Work to complete:
Return the lines below that contain "КЕРАМИКОВ".

The records:

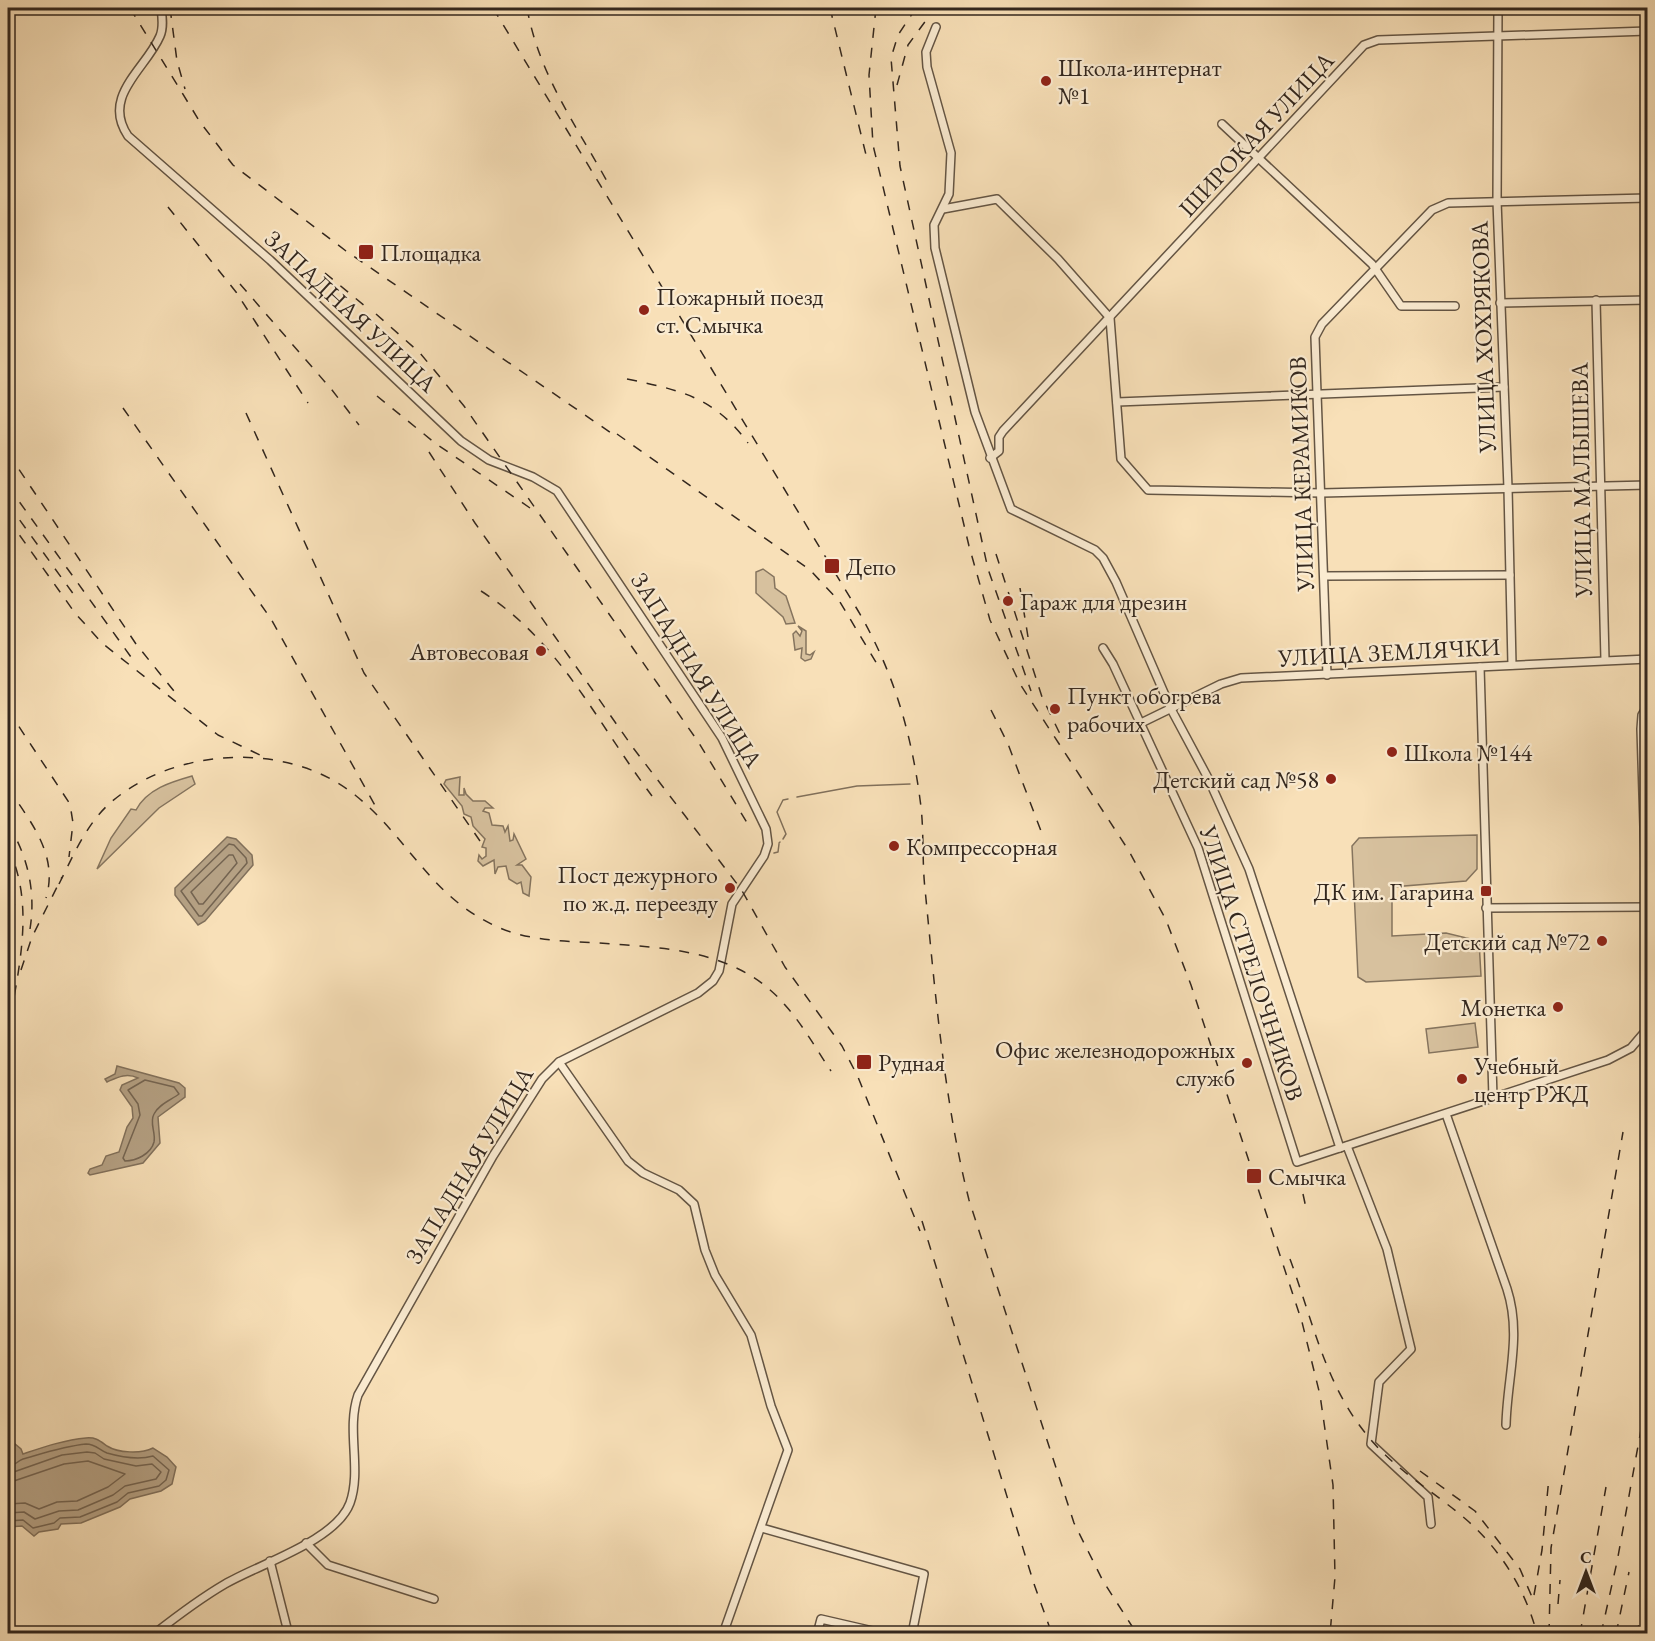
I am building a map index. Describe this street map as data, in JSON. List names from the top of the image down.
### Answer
{
  "streets": {
    "street": [
      "ШИРОКАЯ УЛИЦА",
      "ЗАПАДНАЯ УЛИЦА",
      "УЛИЦА ХОХРЯКОВА",
      "УЛИЦА КЕРАМИКОВ",
      "УЛИЦА МАЛЫШЕВА",
      "УЛИЦА ЗЕМЛЯЧКИ",
      "УЛИЦА СТРЕЛОЧНИКОВ"
    ]
  },
  "crossings": [
    ["ШИРОКАЯ УЛИЦА", "УЛИЦА ХОХРЯКОВА"],
    ["УЛИЦА ХОХРЯКОВА", "УЛИЦА КЕРАМИКОВ"],
    ["УЛИЦА ХОХРЯКОВА", "УЛИЦА ЗЕМЛЯЧКИ"],
    ["УЛИЦА КЕРАМИКОВ", "УЛИЦА ЗЕМЛЯЧКИ"],
    ["УЛИЦА МАЛЫШЕВА", "УЛИЦА ЗЕМЛЯЧКИ"],
    ["УЛИЦА ЗЕМЛЯЧКИ", "УЛИЦА СТРЕЛОЧНИКОВ"]
  ],
  "places": {
    "other": [
      "Школа-интернат №1",
      "Пожарный поезд ст. Смычка",
      "Гараж для дрезин",
      "Автовесовая",
      "Пункт обогрева рабочих",
      "Школа №144",
      "Детский сад №58",
      "Компрессорная",
      "Пост дежурного по ж.д. переезду",
      "Детский сад №72",
      "Монетка",
      "Офис железнодорожных служб",
      "Учебный центр РЖД"
    ],
    "transit": [
      "Площадка",
      "Депо",
      "ДК им. Гагарина",
      "Рудная",
      "Смычка"
    ]
  },
  "north": "top"
}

Answer to this exercise:
      "УЛИЦА КЕРАМИКОВ",
    ["УЛИЦА ХОХРЯКОВА", "УЛИЦА КЕРАМИКОВ"],
    ["УЛИЦА КЕРАМИКОВ", "УЛИЦА ЗЕМЛЯЧКИ"],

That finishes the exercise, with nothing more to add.